È destinata ad aprire un acceso dibattito la proposta dell’Associazione ambientalista presentata nella Conferenza del 27 maggio di ridimensionare drasticamente gli incentivi alle rinnovabili elettriche, anche con misure retroattive, per utilizzare i risparmi non solo per alleggerire la bolletta energetica degli italiani, ma anche per finanziare una nuova spinta all'efficienza energetica che dovrebbe diventare lo strumento prioritario e fondamentale per la riduzione dei gas serra e dell’importazione di combustibili fossili.

amici della terra

Amici della Terra, la rappresentanza italiana di Friends of the Earth, il network ambientalista più diffuso nel mondo ha avviato la campagna “Efficienza Italia” nel 2007 in concomitanza con il lancio della Strategia comunitaria al 2020 su energia e clima (Pacchetto 20-20-20), per enfatizzare la priorità delle politiche di efficienza energetica, in grado di dare un contributo alla diminuzione degli impatti ambientali dell’energia, alla riduzione della dipendenza energetica dell'Italia dall’estero e, attraverso un’opportuna politica industriale, alla promozione di uno sviluppo durevole e sostenibile per l’economia italiana.
Al fine di informare e sensibilizzare il pubblico sulle tecnologie, sistemi e materiali che consentono elevate prestazioni di efficienza e compatibilità ambientale nella trasformazione e nell'uso dell'energia, promuovere e diffondere le best practices, anche in collaborazione con l’industria e gli operatori, organizza ogni anno una Conferenza Nazionale in autunno, preceduta da un’altra in primavera che ha lo scopo di formulare le proposte propedeutiche.

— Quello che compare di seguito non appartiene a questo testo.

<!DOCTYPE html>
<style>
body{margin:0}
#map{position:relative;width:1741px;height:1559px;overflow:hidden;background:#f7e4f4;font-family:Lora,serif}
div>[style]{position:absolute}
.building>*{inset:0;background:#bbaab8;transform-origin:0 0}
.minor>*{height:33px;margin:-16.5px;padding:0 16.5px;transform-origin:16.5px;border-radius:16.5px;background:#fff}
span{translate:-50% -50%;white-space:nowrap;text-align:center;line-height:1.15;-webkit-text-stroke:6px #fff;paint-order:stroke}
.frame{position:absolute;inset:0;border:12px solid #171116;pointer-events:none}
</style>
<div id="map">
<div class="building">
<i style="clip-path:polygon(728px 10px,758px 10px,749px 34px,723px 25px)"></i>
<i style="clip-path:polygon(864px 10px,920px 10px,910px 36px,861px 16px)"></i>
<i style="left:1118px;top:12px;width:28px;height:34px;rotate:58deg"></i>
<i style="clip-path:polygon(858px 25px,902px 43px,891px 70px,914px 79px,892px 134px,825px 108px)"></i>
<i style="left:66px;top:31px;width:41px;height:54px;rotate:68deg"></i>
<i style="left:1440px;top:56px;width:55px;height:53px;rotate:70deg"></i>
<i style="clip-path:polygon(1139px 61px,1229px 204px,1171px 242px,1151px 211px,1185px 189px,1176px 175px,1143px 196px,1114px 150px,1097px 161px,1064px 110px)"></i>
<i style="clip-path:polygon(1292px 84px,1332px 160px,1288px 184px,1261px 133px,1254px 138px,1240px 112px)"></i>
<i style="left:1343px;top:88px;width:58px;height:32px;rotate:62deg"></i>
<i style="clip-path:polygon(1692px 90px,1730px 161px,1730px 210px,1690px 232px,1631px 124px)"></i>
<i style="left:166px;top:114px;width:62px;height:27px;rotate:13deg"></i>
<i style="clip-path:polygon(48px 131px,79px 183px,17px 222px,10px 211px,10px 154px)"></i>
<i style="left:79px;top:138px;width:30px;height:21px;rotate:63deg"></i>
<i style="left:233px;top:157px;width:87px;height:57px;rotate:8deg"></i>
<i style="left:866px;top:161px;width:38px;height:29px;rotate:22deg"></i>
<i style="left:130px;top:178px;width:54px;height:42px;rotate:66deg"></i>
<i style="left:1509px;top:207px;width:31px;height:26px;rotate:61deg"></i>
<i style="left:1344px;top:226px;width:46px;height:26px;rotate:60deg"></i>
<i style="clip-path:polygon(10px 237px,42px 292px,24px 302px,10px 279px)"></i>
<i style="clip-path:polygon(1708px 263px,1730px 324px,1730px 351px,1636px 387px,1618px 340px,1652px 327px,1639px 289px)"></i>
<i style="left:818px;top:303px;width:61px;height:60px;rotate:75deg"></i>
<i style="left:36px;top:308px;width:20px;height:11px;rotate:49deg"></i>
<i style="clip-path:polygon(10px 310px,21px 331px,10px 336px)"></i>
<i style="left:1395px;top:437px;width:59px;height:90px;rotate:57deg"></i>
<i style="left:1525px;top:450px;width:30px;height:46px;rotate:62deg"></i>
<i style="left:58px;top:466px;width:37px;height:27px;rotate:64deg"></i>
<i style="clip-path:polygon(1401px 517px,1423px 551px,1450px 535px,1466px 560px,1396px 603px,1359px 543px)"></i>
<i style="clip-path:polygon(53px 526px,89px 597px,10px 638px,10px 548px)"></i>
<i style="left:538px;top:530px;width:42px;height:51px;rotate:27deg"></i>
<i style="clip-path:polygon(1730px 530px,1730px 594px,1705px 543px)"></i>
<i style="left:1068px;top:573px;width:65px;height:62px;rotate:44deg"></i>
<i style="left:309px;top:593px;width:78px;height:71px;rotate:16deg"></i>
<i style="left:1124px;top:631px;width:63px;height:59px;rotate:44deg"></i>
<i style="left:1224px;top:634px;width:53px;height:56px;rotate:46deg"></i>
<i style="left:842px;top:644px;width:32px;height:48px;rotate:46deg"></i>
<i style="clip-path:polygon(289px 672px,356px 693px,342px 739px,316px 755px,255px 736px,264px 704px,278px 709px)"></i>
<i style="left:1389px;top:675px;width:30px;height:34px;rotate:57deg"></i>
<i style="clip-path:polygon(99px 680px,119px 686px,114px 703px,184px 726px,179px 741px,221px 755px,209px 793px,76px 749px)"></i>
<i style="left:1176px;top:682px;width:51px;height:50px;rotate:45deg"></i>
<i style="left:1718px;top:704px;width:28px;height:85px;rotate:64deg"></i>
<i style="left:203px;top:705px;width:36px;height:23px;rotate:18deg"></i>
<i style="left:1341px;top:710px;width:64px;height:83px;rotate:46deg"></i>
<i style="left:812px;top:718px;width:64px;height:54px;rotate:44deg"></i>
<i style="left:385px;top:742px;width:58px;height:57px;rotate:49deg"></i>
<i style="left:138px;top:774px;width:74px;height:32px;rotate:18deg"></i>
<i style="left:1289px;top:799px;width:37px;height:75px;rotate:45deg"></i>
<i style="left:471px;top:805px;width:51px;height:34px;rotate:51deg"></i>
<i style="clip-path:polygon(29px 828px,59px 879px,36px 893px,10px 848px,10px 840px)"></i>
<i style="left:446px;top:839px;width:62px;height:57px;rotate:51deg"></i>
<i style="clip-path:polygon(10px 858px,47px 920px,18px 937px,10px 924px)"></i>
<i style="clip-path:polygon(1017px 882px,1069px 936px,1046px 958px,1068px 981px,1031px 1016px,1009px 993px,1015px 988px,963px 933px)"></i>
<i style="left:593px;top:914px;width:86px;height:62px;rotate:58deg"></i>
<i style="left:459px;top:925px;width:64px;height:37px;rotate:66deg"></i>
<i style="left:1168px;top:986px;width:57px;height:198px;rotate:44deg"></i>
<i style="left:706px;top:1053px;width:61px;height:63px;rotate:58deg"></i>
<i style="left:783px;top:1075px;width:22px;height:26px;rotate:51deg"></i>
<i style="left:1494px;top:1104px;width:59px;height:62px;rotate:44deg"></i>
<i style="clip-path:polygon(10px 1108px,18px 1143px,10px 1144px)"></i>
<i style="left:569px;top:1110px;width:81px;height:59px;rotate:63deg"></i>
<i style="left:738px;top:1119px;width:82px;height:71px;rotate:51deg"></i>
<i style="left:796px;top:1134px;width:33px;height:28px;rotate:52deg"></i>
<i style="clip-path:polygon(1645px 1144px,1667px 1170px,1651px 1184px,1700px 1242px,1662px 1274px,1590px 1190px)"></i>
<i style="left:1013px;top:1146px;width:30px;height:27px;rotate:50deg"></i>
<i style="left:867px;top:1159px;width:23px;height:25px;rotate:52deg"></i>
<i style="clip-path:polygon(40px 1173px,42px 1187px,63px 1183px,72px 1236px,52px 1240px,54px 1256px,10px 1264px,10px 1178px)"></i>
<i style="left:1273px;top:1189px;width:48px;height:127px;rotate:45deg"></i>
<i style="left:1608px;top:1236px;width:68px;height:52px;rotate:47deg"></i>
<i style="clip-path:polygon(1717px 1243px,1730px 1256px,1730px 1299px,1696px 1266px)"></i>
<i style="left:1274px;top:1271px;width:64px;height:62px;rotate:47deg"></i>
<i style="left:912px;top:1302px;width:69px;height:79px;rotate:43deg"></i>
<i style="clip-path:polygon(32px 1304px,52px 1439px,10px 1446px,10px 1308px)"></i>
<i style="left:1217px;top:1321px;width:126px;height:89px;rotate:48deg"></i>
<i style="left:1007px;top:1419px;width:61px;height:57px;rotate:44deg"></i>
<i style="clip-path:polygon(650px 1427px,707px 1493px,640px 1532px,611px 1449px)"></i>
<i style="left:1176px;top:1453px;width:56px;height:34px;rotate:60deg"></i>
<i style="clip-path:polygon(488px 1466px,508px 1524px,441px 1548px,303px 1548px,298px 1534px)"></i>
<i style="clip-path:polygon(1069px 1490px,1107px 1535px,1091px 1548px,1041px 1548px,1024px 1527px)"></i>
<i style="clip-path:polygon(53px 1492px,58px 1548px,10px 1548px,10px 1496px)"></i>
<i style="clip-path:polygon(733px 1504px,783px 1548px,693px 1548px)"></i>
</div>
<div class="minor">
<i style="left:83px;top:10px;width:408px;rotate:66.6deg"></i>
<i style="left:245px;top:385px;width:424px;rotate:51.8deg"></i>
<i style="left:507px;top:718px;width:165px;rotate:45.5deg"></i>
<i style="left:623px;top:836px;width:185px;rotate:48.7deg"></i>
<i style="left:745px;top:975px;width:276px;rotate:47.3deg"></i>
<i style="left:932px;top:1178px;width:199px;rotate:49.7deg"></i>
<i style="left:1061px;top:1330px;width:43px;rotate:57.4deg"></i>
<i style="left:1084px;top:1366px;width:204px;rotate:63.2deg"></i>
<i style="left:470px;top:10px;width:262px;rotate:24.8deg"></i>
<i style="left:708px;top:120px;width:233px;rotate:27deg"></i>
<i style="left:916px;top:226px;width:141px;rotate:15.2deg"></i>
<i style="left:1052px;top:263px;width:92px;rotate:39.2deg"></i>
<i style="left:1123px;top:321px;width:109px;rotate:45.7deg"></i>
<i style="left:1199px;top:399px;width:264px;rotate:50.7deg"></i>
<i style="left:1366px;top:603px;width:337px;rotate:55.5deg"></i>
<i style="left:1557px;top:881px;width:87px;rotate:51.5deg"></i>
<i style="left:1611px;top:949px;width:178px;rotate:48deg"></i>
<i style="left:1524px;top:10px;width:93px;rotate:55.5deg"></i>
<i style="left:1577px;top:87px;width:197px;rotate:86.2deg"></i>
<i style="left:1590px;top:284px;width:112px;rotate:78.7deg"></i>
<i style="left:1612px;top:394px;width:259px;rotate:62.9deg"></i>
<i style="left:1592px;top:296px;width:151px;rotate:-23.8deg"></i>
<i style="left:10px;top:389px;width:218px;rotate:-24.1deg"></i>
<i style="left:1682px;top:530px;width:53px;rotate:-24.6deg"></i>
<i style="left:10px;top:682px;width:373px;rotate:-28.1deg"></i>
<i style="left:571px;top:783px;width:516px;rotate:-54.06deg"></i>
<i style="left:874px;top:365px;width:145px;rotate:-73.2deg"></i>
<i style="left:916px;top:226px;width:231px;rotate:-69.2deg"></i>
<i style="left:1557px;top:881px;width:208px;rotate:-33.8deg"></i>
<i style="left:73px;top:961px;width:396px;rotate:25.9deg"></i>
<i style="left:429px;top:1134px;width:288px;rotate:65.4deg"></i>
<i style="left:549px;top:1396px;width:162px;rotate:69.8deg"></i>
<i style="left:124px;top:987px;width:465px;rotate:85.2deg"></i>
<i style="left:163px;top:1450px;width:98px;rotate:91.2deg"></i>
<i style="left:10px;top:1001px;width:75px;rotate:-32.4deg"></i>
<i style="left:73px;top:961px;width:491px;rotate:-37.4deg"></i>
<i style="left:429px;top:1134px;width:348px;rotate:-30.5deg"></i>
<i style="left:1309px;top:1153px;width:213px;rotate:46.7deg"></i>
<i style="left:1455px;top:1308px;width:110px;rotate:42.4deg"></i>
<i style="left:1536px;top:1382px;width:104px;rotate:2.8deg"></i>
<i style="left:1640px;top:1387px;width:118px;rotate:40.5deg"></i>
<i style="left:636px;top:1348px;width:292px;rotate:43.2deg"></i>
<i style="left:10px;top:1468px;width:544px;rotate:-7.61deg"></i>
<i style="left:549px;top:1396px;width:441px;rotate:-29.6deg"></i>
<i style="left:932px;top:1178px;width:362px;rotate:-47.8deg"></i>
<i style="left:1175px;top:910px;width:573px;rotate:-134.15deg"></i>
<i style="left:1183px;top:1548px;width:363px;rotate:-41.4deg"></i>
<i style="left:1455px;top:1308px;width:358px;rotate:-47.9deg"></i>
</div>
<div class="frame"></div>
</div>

Così, il 27 maggio 2014 si è svolta a Roma la Conferenza “Proposte per le nuove politiche di efficienza energetica. Verso la sesta Conferenza Nazionale per l’efficienza energetica”, a cui hanno partecipato il Commissario dell’ENEA Giovanni Lelli, il Presidente degli Stati Generali dell’efficienza energetica Alessandro Ortis e Marcella Pavan dell’Autorità per l’Energia Elettrica e il Gas.
Il recepimento della Direttiva 2012/27/CE, il Piano Nazionale per l’efficienza energetica e i nuovi obiettivi della politica climatica europea hanno costituito i focus dell’evento, con le proposte dell’Associazione presentate alle Istituzioni e agli Operatori del settore.

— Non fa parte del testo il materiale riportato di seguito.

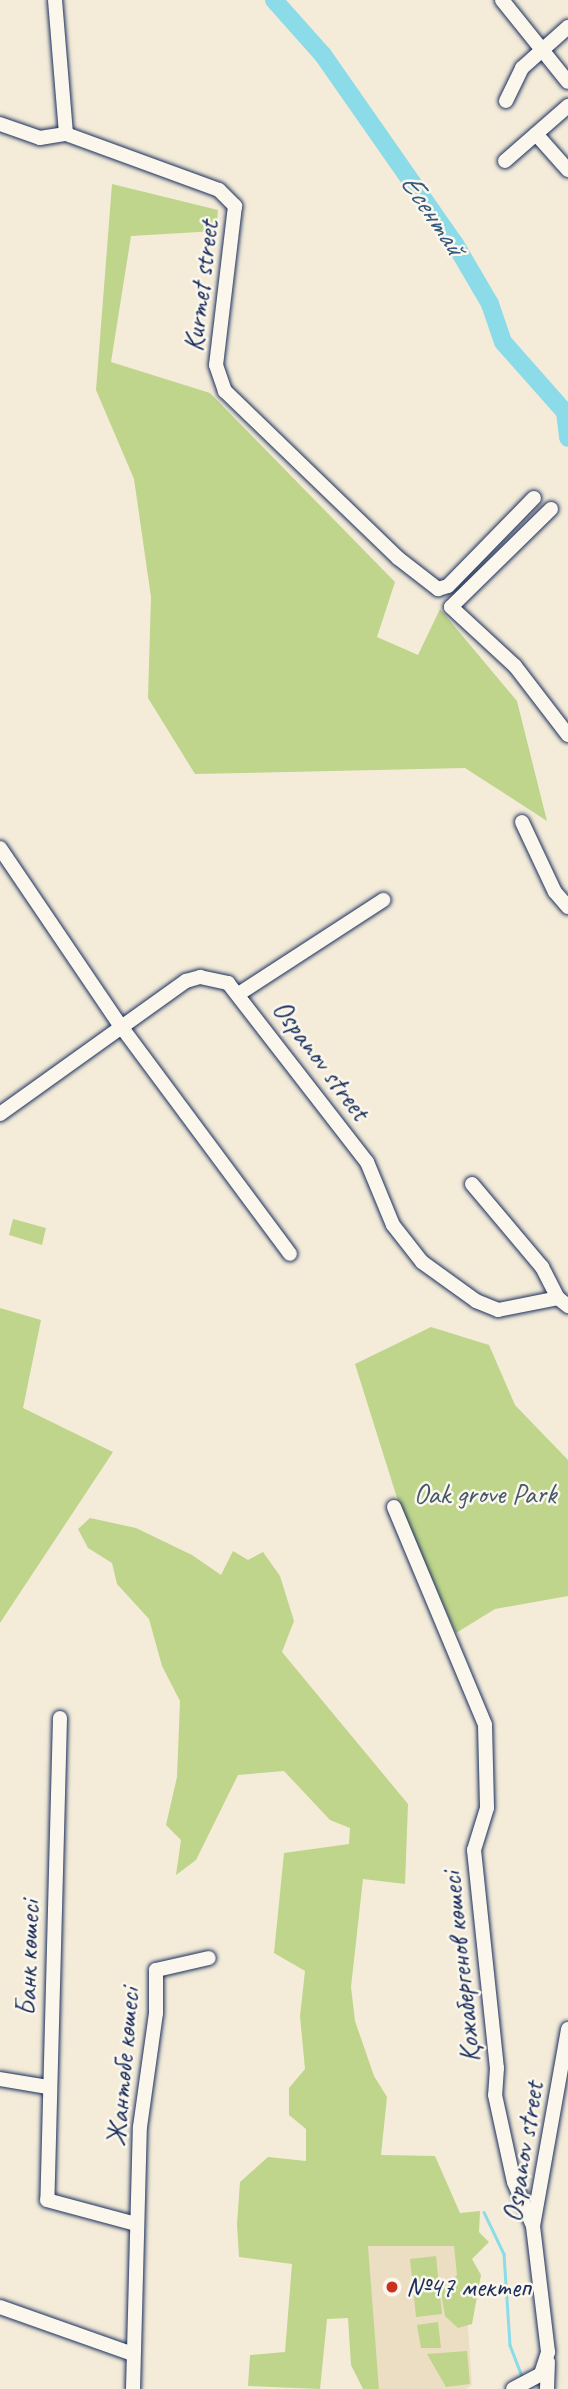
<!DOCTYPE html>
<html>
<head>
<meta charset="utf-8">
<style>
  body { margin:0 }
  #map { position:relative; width:568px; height:2389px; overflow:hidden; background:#f4ecd9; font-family:Caveat,sans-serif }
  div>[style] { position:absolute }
  .built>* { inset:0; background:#ecdec3 }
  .green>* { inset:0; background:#bed58b }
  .stream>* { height:2.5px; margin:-1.25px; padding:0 1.25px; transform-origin:1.25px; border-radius:1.25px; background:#8bdbe8 }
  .river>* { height:18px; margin:-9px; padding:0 9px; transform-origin:9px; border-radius:9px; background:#8bdbe8 }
  .roads { filter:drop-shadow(0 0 2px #1b2f5e) drop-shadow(0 0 2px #1b2f5e) }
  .minor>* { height:14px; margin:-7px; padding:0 7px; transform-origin:7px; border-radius:7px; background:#fbf7ec }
  .dots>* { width:19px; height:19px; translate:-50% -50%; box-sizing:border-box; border:4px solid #fbf7ec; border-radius:50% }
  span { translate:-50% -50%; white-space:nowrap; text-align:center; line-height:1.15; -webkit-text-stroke:5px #fbf7ec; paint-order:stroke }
  .street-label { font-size:28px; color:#1b2f5e }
  .park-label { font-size:28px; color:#445869 }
  .poi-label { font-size:28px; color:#1b2f5e }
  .left { translate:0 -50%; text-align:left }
  .water-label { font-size:30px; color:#375a80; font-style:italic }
</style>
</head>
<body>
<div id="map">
  <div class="built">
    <div style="clip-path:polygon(460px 2214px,472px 2385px,466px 2389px,379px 2389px,365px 2221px)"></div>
  </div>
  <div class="green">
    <div style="clip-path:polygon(112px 184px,218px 210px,216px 231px,131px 236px,111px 362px,210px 393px,395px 582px,377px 637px,418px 655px,440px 609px,517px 701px,547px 821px,465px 768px,195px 774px,148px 698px,151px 597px,134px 479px,96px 390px)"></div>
    <div style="clip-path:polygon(13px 1219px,46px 1228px,42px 1245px,9px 1235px)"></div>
    <div style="clip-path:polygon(0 1308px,41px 1320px,23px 1408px,113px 1452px,0 1623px)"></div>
    <div style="clip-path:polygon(431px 1327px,489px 1345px,515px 1405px,568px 1460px,568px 1596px,495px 1609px,456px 1633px,398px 1501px,355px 1364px)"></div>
    <div style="clip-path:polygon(90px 1518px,136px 1528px,192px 1555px,221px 1575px,233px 1551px,248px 1560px,263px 1552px,280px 1576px,294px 1621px,282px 1652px,408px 1804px,405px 1884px,363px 1879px,351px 1987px,355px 2021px,374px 2076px,387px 2097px,381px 2155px,435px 2156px,460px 2213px,480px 2211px,479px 2232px,489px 2242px,472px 2259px,481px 2275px,472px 2324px,458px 2328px,445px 2316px,441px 2292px,457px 2275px,454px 2246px,368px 2246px,379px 2389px,363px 2389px,351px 2365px,348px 2318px,327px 2319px,320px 2389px,248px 2386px,250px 2355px,285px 2352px,292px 2264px,239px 2257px,237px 2224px,240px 2182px,268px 2157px,306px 2161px,306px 2129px,289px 2115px,289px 2088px,305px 2069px,300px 2016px,305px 1971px,274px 1953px,284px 1853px,349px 1844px,350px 1828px,330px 1820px,284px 1771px,238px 1775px,196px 1860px,176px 1875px,181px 1840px,166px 1825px,177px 1777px,180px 1701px,162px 1666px,149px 1619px,117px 1584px,112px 1563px,88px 1548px,78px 1529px)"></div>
    <div style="clip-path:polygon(436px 2256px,442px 2314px,416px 2317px,410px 2259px)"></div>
    <div style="clip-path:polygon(438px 2322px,441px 2348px,421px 2348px,417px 2325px)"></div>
    <div style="clip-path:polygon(467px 2351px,470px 2384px,446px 2387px,427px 2354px)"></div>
  </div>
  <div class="stream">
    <div style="left:484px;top:2212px;width:47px;rotate:64.5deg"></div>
    <div style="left:504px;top:2254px;width:91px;rotate:86.2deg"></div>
    <div style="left:510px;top:2345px;width:34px;rotate:69deg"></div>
  </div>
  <div class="river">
    <div style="left:274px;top:0;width:74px;rotate:48.3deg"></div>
    <div style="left:323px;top:55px;width:231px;rotate:55.1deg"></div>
    <div style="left:455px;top:244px;width:69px;rotate:59.7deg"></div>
    <div style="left:490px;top:304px;width:40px;rotate:71.1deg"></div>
    <div style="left:503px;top:342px;width:94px;rotate:48.5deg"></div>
    <div style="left:565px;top:412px;width:26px;rotate:83deg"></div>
  </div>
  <div class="roads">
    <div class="minor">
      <div style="left:55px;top:0;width:134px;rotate:85.3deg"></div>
      <div style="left:66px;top:134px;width:163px;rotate:20.1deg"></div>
      <div style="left:219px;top:190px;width:23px;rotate:45deg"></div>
      <div style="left:235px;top:206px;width:160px;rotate:96.8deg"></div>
      <div style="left:216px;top:365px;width:28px;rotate:71deg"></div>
      <div style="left:225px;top:391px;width:240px;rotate:44deg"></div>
      <div style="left:398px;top:558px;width:51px;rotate:37.8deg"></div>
      <div style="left:438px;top:589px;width:10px;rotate:-17deg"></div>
      <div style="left:448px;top:586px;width:123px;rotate:-45.7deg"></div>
      <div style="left:502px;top:0;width:105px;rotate:51.2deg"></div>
      <div style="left:506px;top:101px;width:37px;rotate:-64deg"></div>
      <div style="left:522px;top:68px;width:62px;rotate:-41.7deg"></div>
      <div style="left:0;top:124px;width:42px;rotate:19.3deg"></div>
      <div style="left:40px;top:138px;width:26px;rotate:-9deg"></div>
      <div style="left:536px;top:134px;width:48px;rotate:48.4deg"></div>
      <div style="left:505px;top:161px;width:84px;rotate:-41.1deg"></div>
      <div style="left:551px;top:509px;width:140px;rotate:135.6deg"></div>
      <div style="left:451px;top:607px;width:87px;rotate:42.7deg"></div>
      <div style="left:515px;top:666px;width:87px;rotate:52.5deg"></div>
      <div style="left:522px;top:822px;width:77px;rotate:64.8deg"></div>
      <div style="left:555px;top:892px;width:20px;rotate:49deg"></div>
      <div style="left:0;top:848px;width:214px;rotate:55.9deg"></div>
      <div style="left:120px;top:1025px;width:285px;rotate:53.4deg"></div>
      <div style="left:240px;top:993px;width:171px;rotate:-33deg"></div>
      <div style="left:0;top:1114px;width:229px;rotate:-35.6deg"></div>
      <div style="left:186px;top:981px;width:15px;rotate:-16deg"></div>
      <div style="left:200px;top:977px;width:29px;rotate:12deg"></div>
      <div style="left:228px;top:983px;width:227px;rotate:52.2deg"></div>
      <div style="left:367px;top:1162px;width:68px;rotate:67.6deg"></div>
      <div style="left:393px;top:1225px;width:47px;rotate:51.9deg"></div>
      <div style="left:422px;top:1262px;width:67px;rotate:35.8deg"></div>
      <div style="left:476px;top:1301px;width:24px;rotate:22deg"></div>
      <div style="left:498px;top:1310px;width:61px;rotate:-11.3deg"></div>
      <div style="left:558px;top:1298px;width:13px;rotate:39deg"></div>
      <div style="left:472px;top:1184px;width:109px;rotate:49.9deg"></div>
      <div style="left:542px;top:1267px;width:35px;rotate:63deg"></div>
      <div style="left:394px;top:1507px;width:236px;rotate:67.3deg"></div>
      <div style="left:485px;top:1725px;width:83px;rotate:88.6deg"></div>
      <div style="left:487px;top:1808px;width:44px;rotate:107.2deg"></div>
      <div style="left:474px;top:1850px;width:219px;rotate:84deg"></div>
      <div style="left:497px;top:2068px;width:27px;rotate:94deg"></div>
      <div style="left:495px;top:2095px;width:89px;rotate:77.7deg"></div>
      <div style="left:514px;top:2182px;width:48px;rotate:66.6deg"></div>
      <div style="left:60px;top:1718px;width:482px;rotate:91.5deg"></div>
      <div style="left:47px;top:2200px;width:92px;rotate:15.1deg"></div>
      <div style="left:0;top:2079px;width:49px;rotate:9.5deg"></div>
      <div style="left:0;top:2307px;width:141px;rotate:19.5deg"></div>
      <div style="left:133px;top:2389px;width:262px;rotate:-88.5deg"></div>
      <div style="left:140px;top:2127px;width:115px;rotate:-82deg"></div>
      <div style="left:156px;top:2013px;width:43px;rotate:-90deg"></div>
      <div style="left:156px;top:1970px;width:54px;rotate:-12.8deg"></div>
      <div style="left:513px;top:2389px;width:32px;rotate:-28deg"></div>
      <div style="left:541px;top:2374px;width:23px;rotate:-72deg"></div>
      <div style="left:548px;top:2352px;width:127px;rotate:-96.8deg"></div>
      <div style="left:533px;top:2226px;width:200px;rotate:-79.9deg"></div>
      <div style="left:547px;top:2389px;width:27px;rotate:-88deg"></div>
    </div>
  </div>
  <div class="dots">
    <div style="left:392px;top:2287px;background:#c8321e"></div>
  </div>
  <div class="street-label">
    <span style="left:201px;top:286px;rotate:-83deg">Kurmet street</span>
    <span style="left:321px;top:1060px;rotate:53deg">Ospanov street</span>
    <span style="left:28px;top:1958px;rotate:-88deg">Банк көшесі</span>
    <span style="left:461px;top:1967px;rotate:-96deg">Қожабергенов көшесі</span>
    <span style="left:123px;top:2067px;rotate:-85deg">Жантөбе көшесі</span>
    <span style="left:523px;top:2152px;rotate:-81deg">Ospanov street</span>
  </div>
  <div class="park-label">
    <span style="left:485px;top:1494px">Oak grove Park</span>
  </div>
  <div class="poi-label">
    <span class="left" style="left:406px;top:2287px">№47 мектеп</span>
  </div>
  <div class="water-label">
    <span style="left:433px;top:214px;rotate:56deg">Есентай</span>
  </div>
</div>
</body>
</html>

Secondo il Rapporto degli Amici della Terra, introdotto dal Presidente dell’Associazione ambientalista Rosa Filippini, gli obiettivi per il 2020 delle politiche energetico-ambientali, fissati in sede europea e nazionale, risultano raggiungibili e, nel caso dell’efficienza energetica, già raggiunti, ma risulta con chiarezza che, in Italia, il principale fattore nella performance delle politiche climatiche è stata la crisi economica.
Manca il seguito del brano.